The 2 nd method they tried that I was involved with, used 750 kV at hundreds of amps and indeed we did achive some some success in control with massively powerful magnetic fields and lots of liquid Nitrogen. I'll say no more in case the results are still secret. The 70's were when a lot of exciting things were going on until the funding was stopped by bureaucrats who were more interested in counting the pennies instead of promoting technological advancement.
 

spinnaker

Joined Oct 29, 2009
7,830
To answer your question: yes. Because this concept is applied in Battery Charging, Solar-Powered Supplies, Step-down Buck Converter and more.
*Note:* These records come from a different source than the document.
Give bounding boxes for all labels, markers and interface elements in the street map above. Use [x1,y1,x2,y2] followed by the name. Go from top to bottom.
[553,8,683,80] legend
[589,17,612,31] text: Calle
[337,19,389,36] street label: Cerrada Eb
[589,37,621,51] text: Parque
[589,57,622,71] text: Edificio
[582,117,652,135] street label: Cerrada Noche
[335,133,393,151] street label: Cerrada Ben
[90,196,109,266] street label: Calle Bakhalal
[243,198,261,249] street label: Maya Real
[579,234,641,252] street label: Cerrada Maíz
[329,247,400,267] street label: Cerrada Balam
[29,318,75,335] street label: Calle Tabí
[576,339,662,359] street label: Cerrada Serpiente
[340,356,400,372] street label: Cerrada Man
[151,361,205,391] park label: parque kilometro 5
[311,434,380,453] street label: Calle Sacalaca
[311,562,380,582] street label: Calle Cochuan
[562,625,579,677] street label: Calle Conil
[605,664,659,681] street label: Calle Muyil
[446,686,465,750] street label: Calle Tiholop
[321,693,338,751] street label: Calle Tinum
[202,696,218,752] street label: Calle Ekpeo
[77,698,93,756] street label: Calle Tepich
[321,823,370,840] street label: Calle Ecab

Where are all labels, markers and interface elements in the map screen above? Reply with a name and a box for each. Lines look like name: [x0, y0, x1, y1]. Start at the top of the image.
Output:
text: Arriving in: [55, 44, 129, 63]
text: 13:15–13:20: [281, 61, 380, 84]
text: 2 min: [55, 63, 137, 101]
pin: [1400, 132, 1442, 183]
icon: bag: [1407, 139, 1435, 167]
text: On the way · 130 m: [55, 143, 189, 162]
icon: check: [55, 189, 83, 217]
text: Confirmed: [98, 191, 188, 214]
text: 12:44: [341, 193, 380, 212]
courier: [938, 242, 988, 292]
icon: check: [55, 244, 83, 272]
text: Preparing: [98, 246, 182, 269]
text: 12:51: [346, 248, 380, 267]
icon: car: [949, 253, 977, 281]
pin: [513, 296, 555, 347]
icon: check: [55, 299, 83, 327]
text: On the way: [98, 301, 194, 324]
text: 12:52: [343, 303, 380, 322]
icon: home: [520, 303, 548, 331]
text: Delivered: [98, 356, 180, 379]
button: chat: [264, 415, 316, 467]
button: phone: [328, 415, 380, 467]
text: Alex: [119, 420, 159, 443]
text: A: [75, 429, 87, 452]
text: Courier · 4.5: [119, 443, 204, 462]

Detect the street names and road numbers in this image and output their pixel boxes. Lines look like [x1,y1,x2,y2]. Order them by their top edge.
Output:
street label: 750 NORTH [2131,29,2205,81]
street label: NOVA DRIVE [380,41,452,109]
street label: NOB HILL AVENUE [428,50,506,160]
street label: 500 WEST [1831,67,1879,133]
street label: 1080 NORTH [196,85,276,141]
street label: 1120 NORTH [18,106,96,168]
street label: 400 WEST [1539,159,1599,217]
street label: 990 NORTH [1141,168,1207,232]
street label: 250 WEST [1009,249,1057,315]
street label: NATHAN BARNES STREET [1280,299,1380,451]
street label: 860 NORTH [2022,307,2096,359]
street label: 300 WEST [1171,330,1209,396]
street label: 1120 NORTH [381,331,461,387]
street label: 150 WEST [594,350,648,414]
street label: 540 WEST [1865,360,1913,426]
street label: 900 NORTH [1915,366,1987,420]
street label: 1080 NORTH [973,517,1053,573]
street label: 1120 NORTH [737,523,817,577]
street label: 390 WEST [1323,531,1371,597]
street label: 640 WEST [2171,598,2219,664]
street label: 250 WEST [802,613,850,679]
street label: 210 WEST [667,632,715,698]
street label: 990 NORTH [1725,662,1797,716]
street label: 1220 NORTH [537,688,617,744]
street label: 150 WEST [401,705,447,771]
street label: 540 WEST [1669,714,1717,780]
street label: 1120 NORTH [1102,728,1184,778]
So I wish to look at more practical examples or exercises!
If you are working on a project that you want to make sure does not go up in smoke when you connect it up for the first time, set a low CC mode. ;)
 
Last edited:

MrChips

Joined Oct 2, 2009
30,821
Bench power supplies are commonly designed as CC and CV.

One important thing to remember is you cannot have both at the same time.

Think of CC and CV as limits.
CC sets the maximum current output.
CV sets the maximum voltage output.

The CC/CV power supply unit (PSU) will always hit one of those two limits and will automatically be in CC or CV mode, which ever limit is reached first. The CC light or CV light will indicate which limit has been reached (assuming the PSU has CC and CV indicator lights).